[Stored items from a collection]

--- START ---

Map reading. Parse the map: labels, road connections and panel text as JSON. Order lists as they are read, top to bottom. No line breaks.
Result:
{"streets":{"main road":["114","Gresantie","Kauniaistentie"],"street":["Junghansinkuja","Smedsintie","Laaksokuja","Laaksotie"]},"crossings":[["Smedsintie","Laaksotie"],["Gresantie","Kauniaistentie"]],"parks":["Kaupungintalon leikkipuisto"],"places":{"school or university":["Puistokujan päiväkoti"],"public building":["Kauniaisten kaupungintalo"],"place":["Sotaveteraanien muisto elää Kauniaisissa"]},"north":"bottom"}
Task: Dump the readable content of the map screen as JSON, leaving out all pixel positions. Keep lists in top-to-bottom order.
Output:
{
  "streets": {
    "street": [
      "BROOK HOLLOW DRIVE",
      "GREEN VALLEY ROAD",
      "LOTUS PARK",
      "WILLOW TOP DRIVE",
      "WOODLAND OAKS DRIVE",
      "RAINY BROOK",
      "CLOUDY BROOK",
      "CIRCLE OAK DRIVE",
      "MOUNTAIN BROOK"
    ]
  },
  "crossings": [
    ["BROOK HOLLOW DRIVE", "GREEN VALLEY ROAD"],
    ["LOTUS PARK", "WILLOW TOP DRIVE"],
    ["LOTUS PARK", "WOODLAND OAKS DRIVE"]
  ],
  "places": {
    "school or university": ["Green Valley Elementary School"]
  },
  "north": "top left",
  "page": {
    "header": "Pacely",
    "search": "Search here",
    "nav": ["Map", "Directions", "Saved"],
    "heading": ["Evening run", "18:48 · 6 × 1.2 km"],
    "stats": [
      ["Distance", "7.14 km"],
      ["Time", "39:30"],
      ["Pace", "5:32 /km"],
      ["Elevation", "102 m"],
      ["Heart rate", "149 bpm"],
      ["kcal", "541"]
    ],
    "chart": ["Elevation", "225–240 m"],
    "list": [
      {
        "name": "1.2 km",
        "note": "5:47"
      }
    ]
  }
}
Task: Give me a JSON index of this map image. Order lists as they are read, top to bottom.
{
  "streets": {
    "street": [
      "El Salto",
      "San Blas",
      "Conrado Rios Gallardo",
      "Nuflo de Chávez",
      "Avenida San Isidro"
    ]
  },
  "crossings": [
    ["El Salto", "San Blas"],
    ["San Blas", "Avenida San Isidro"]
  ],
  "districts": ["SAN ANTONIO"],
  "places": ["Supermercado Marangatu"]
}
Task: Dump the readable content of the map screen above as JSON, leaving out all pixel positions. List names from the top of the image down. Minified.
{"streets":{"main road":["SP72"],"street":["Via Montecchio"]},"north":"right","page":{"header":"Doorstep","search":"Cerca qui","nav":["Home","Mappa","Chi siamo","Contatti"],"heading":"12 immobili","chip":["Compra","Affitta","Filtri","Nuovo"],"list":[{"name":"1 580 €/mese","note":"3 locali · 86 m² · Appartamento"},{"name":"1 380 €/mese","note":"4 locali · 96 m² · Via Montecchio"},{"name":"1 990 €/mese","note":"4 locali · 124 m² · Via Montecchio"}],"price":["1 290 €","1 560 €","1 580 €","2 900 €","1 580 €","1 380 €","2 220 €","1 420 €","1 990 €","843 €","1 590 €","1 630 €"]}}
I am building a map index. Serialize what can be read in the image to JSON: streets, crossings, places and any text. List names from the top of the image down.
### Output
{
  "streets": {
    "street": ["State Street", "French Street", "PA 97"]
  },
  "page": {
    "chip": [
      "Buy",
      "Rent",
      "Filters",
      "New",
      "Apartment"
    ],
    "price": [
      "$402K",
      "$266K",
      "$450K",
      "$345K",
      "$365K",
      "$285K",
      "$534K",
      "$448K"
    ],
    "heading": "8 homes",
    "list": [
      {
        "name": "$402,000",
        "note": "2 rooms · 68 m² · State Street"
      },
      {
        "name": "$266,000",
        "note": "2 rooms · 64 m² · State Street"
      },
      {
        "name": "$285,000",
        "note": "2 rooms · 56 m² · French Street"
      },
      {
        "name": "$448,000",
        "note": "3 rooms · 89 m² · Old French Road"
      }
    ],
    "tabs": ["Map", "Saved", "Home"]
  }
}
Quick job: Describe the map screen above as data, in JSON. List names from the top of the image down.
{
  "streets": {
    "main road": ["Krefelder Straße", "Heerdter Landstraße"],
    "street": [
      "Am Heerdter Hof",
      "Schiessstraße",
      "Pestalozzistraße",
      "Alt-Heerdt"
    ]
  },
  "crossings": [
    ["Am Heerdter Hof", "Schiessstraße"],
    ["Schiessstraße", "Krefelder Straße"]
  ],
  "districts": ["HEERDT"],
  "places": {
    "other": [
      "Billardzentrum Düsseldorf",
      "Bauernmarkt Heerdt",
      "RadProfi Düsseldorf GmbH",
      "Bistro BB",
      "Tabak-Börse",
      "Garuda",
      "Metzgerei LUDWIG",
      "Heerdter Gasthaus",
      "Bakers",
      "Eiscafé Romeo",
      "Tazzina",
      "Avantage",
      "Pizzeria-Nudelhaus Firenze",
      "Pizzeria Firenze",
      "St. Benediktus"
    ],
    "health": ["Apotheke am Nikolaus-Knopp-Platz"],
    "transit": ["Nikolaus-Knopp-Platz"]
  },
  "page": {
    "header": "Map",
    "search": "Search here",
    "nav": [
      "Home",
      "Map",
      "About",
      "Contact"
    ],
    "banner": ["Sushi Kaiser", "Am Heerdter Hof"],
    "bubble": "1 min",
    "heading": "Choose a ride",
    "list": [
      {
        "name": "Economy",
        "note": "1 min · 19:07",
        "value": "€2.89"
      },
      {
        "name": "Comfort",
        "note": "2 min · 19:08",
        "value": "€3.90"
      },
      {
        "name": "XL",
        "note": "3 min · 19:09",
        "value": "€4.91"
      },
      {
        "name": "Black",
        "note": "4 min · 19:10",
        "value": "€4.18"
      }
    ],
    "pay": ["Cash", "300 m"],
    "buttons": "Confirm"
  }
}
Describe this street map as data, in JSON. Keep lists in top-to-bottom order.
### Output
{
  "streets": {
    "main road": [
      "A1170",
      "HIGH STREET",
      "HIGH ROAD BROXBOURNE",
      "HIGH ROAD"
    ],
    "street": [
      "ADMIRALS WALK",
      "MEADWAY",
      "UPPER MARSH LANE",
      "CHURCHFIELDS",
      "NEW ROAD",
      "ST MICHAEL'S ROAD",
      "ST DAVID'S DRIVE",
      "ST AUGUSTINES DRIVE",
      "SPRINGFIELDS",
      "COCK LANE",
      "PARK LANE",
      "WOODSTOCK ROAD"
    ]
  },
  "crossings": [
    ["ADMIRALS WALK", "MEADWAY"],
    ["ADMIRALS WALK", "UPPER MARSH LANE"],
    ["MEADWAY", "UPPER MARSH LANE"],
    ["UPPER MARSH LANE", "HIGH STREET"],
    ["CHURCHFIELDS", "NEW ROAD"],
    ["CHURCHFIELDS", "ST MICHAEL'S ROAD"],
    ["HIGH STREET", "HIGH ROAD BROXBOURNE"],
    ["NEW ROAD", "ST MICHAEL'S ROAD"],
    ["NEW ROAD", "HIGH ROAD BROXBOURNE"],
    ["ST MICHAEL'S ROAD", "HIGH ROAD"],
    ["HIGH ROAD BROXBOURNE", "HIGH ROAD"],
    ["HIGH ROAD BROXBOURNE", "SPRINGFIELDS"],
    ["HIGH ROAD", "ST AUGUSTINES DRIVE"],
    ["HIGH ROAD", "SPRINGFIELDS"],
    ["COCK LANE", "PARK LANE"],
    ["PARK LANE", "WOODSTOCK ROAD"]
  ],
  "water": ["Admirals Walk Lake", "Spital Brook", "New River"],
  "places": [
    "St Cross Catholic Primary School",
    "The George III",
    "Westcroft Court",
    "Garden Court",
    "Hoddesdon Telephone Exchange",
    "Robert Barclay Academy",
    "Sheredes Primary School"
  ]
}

--- END ---

● **Activity**
Look above for the line holding "Quick job: Describe" and the line holding "Describe this street". Retype both, and every line between them, word for word and nothing else.

● **Result below**
Quick job: Describe the map screen above as data, in JSON. List names from the top of the image down.
{
  "streets": {
    "main road": ["Krefelder Straße", "Heerdter Landstraße"],
    "street": [
      "Am Heerdter Hof",
      "Schiessstraße",
      "Pestalozzistraße",
      "Alt-Heerdt"
    ]
  },
  "crossings": [
    ["Am Heerdter Hof", "Schiessstraße"],
    ["Schiessstraße", "Krefelder Straße"]
  ],
  "districts": ["HEERDT"],
  "places": {
    "other": [
      "Billardzentrum Düsseldorf",
      "Bauernmarkt Heerdt",
      "RadProfi Düsseldorf GmbH",
      "Bistro BB",
      "Tabak-Börse",
      "Garuda",
      "Metzgerei LUDWIG",
      "Heerdter Gasthaus",
      "Bakers",
      "Eiscafé Romeo",
      "Tazzina",
      "Avantage",
      "Pizzeria-Nudelhaus Firenze",
      "Pizzeria Firenze",
      "St. Benediktus"
    ],
    "health": ["Apotheke am Nikolaus-Knopp-Platz"],
    "transit": ["Nikolaus-Knopp-Platz"]
  },
  "page": {
    "header": "Map",
    "search": "Search here",
    "nav": [
      "Home",
      "Map",
      "About",
      "Contact"
    ],
    "banner": ["Sushi Kaiser", "Am Heerdter Hof"],
    "bubble": "1 min",
    "heading": "Choose a ride",
    "list": [
      {
        "name": "Economy",
        "note": "1 min · 19:07",
        "value": "€2.89"
      },
      {
        "name": "Comfort",
        "note": "2 min · 19:08",
        "value": "€3.90"
      },
      {
        "name": "XL",
        "note": "3 min · 19:09",
        "value": "€4.91"
      },
      {
        "name": "Black",
        "note": "4 min · 19:10",
        "value": "€4.18"
      }
    ],
    "pay": ["Cash", "300 m"],
    "buttons": "Confirm"
  }
}
Describe this street map as data, in JSON. Keep lists in top-to-bottom order.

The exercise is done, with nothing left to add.